I have no idea why I love horror films, especially zombies. Most of my siblings love them, too. I think it runs in the family!
Let me confess one thing. Many years ago (when I was in my teens), my elder sister and I went to the cinema and watched four horror films in one day. Of course, it was the weekend, so we could indulge in gory movies without feeling "guilty". We both felt very edgy at the end and went home by bus. It was almost midnight. As we got off on our stop, someone behind me (a lady staying in the same apartment as we were) tapped me on my shoulder. I screamed so loud that I apologised and explained to her that we had been watching horror films all day. She shook her head, smiled, and said, "What are you like?"
Anyway, back to the subject. What would you do if it happened? Let's say they are the modern zombies who want you for dinner. They also run amazingly fast as if they had been practising to join the Olympics! Too bad if you have arthritis. That's the time you wish you could turn into birds.
Here are my tips (please share yours in the "Comments" section):
1. Don't worry about taking a bath, putting on your makeup, or brushing your teeth. Who would care anyway? The dead? You've got to be kidding me! Use wet wipes and mouth spray if you're still worried that someone might smell you.
2. Sell all your stocks and shares whilst hammering your front door and try to get the best price!
3. Stock up on breakfast bars. They are lighter to carry than canned goods, and your back will thank you for it.
4. Stock up on your favourite drink, too.
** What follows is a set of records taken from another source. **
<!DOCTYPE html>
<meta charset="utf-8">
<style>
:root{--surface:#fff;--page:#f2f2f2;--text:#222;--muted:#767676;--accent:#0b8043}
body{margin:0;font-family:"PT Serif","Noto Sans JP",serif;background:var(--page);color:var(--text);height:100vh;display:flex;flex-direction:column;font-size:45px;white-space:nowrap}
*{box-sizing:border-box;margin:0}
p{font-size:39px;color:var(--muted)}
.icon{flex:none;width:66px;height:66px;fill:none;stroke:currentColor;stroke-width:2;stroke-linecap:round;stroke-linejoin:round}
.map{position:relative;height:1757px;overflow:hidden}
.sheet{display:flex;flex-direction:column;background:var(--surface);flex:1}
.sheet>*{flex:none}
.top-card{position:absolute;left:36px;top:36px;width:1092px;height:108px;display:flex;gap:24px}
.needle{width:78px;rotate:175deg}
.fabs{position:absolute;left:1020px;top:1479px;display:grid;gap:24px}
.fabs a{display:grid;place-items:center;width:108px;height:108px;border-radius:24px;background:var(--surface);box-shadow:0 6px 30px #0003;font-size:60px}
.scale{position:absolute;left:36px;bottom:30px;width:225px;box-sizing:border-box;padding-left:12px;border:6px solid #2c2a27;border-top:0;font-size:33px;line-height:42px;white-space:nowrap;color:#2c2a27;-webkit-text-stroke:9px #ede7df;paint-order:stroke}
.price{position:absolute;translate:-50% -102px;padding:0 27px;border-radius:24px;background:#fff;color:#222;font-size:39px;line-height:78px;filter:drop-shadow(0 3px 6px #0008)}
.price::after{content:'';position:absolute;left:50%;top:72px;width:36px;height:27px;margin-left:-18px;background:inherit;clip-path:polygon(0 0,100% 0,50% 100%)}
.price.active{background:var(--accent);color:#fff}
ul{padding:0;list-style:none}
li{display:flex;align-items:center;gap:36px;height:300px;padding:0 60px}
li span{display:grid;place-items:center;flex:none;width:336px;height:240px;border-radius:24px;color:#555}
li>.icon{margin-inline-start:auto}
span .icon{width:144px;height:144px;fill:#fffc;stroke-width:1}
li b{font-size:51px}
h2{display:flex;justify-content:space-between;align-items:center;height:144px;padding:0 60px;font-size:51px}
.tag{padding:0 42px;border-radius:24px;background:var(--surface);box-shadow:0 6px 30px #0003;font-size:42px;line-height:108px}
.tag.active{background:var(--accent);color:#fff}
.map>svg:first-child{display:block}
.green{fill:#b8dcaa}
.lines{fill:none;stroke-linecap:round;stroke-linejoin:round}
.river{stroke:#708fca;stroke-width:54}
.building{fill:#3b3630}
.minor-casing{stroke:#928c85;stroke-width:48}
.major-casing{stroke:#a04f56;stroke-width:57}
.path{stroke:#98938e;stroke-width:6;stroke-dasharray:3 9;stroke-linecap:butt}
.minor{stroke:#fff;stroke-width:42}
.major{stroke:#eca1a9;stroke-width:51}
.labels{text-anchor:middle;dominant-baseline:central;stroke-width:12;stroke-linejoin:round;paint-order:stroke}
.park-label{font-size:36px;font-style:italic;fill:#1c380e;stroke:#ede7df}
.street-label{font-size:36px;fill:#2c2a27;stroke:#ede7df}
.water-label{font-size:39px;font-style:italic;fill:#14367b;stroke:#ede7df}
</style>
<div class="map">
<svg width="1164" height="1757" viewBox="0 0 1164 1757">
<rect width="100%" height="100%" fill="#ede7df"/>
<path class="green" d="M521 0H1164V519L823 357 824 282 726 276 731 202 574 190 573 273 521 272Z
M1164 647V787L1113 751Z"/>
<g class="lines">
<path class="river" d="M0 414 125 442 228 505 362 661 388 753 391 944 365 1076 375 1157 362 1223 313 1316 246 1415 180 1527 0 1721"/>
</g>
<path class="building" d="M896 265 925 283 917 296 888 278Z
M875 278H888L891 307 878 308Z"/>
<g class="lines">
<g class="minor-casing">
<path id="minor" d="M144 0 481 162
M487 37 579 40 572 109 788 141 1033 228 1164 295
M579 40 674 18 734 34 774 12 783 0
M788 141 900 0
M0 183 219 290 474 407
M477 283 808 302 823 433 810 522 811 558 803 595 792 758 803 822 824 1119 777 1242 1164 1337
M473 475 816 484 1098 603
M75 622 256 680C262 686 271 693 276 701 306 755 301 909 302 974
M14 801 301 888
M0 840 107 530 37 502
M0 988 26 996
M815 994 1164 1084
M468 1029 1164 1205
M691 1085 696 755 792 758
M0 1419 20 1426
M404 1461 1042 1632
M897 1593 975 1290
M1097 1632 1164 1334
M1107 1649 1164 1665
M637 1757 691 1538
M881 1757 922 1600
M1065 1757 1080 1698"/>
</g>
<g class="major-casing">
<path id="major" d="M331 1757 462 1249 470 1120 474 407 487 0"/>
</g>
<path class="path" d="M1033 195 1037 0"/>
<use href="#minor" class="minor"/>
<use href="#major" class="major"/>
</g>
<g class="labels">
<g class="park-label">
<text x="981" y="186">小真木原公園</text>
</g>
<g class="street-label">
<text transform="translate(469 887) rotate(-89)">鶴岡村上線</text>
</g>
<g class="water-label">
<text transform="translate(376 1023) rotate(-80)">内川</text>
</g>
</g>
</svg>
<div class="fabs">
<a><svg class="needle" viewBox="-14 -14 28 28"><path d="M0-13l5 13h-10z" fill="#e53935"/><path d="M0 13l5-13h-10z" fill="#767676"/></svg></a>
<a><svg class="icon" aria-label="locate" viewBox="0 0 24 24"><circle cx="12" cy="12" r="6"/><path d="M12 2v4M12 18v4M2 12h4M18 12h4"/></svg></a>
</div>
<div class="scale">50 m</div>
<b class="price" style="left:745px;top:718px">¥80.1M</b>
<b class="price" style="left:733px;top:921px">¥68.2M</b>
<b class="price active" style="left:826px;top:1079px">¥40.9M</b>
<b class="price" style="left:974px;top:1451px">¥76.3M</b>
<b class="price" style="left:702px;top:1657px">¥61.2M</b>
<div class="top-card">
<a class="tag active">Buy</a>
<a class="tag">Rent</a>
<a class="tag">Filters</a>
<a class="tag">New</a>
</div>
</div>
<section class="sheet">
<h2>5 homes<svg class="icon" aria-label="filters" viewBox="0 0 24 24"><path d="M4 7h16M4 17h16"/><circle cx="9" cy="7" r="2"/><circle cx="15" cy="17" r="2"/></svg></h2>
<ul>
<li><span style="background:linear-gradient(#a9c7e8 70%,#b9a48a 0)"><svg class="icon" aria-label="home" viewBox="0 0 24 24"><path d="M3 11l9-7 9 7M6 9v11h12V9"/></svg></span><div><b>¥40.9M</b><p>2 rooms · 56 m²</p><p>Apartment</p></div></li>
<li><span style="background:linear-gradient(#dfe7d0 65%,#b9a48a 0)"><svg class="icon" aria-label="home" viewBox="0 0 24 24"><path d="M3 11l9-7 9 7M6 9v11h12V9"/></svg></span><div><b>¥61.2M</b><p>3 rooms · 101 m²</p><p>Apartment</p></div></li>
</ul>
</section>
If you’re worried that the food might run out, have a glass of vino but take it easy, okay? Never ask me to bring on the slow zombies because you have a hangover.
5. Learn how to sleep on a tall tree without falling on the ground. Better still, learn Spiderman's techniques! Trust me; it will become handy when you find yourself on the edge of a tall building and nowhere to go.
6. Buy the most lightweight, durable, and waterproof trainers. It will be your loyal companion whilst running for your life!
7. I have always liked the idea of being able to fly. I think the nearest option will be to buy the GIANT drone and sit on it. Make sure it's fully charged. You don't want to crash into the ground in the middle of the hungry horde when it runs out of battery.
8. If you know Karate, use it and aim for the head!
9. Trust no one. Just because it's your best mate, your spouse, or your favourite sister doesn't mean they will spare you. Nope!!
10. Finally, whilst sitting quietly in your attic (unfortunately, this time, there's no more food and water left). Pray that someone who looks like Brad Pitt or Tom Cruise will knock and say, "They're all gone! You can come out now, Luv!" When that happens, ask him, "Blimey! What on earth took you so long?"
Thanks a lot for reading and all your support. I thought I would write something different this time. Just watch your back because they’re still out there!